Highlights from MSF-hosted meeting on outpatient and community based therapeutic care
By Kirsti Lattu, MSF Programme Officer and Caroline Grobler-Tanner, Independent Nutrition Advisor
Examining an infant in the TFC. Maradi, Niger
In 2005, Médecins Sans Frontières (MSF) treated more than 60,000 severely malnourished children during the crisis in Niger. Over 70% of the children were cared for on an outpatient basis, using Ready to use Therapeutic food (RUTF)1. In light of this experience, MSF hosted an informal technical meeting on 'New Perspectives in Responding to Nutritional Emergencies: Ambulatory and Community-Based Therapeutic Care (CTC)' on November 1, 2005 in New York. The forum provided an opportunity to exchange operational experiences in the treatment of severe malnutrition in emergencies. Discussions centred on programme implications and challenges raised by outpatient and community-based therapeutic care in emergency settings.
The meeting focused on three areas:
- New developments in community-based care and medical protocols
- Operational challenges faced in Niger
- Intervention strategies across differing emergency contexts.
Presentations by Valid International, Concern Worldwide, Save the Children-US and MSF provided technical and contextual programme overviews from recent field experiences in Niger, Darfur, Ethiopia, Chad and Nigeria. The following key points emerged:
There is a general consensus, based on experience in different settings, that community based approaches (outpatient and CTC) using RUTF (Plumpy'nut and locally produced RUTF) are effective in treating severe acute malnutrition. Unlike traditional centre based care, they provide the opportunity for reaching very large numbers of children without incurring substantial additional costs.

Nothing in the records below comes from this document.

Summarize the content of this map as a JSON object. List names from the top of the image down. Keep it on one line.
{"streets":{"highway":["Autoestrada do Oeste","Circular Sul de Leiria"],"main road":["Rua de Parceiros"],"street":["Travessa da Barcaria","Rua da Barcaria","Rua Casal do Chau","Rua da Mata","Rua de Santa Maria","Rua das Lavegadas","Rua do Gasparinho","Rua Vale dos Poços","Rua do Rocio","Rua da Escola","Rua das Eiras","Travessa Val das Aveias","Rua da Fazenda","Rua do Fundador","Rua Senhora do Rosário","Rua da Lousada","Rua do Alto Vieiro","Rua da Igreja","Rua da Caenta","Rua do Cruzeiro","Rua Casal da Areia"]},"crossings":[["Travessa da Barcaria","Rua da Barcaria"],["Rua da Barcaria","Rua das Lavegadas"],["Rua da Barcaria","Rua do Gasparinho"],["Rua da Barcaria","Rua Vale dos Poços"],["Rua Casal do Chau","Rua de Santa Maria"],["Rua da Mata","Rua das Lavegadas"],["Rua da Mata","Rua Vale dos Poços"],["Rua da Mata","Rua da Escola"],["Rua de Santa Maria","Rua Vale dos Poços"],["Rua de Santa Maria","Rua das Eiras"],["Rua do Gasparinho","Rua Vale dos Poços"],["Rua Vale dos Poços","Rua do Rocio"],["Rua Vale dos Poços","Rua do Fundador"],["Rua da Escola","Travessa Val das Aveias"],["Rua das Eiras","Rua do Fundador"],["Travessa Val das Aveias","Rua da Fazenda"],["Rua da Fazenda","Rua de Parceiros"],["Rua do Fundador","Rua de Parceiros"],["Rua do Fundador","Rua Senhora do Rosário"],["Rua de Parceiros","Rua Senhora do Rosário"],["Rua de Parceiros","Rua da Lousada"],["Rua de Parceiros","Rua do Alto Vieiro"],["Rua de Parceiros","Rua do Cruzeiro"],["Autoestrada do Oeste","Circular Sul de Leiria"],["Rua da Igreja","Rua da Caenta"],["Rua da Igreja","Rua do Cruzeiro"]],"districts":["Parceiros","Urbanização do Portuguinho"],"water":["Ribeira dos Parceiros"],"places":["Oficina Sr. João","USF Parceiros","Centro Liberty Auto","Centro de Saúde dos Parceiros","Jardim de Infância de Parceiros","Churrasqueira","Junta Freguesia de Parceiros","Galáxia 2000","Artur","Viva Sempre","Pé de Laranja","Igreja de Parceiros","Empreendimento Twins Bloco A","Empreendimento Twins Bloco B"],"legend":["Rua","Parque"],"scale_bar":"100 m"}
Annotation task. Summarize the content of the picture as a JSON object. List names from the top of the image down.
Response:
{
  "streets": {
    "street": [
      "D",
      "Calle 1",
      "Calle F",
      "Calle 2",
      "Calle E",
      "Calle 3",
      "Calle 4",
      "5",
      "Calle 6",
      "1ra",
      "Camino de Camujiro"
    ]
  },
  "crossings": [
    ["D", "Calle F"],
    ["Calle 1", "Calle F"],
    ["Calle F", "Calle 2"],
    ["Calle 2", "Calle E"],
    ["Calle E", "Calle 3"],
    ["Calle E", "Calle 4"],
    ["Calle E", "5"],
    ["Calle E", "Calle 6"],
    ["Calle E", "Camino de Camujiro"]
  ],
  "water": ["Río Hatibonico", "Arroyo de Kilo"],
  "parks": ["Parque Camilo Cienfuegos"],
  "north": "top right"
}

Clarification of approaches
Outpatient care (synonymous with ambulatory care) focuses on the outpatient treatment of the majority of severely malnourished children and seeks to maximise coverage in the short term.
Community based therapeutic care (CTC) has similar aims but differs in that it places considerable emphasis on community mobilisation and participation that aims to maximise coverage and ensure the longer term viability of the programme.
Note: Except where specifically noted, the terms CTC and outpatient care have been used interchangeably in reporting these meeting highlights.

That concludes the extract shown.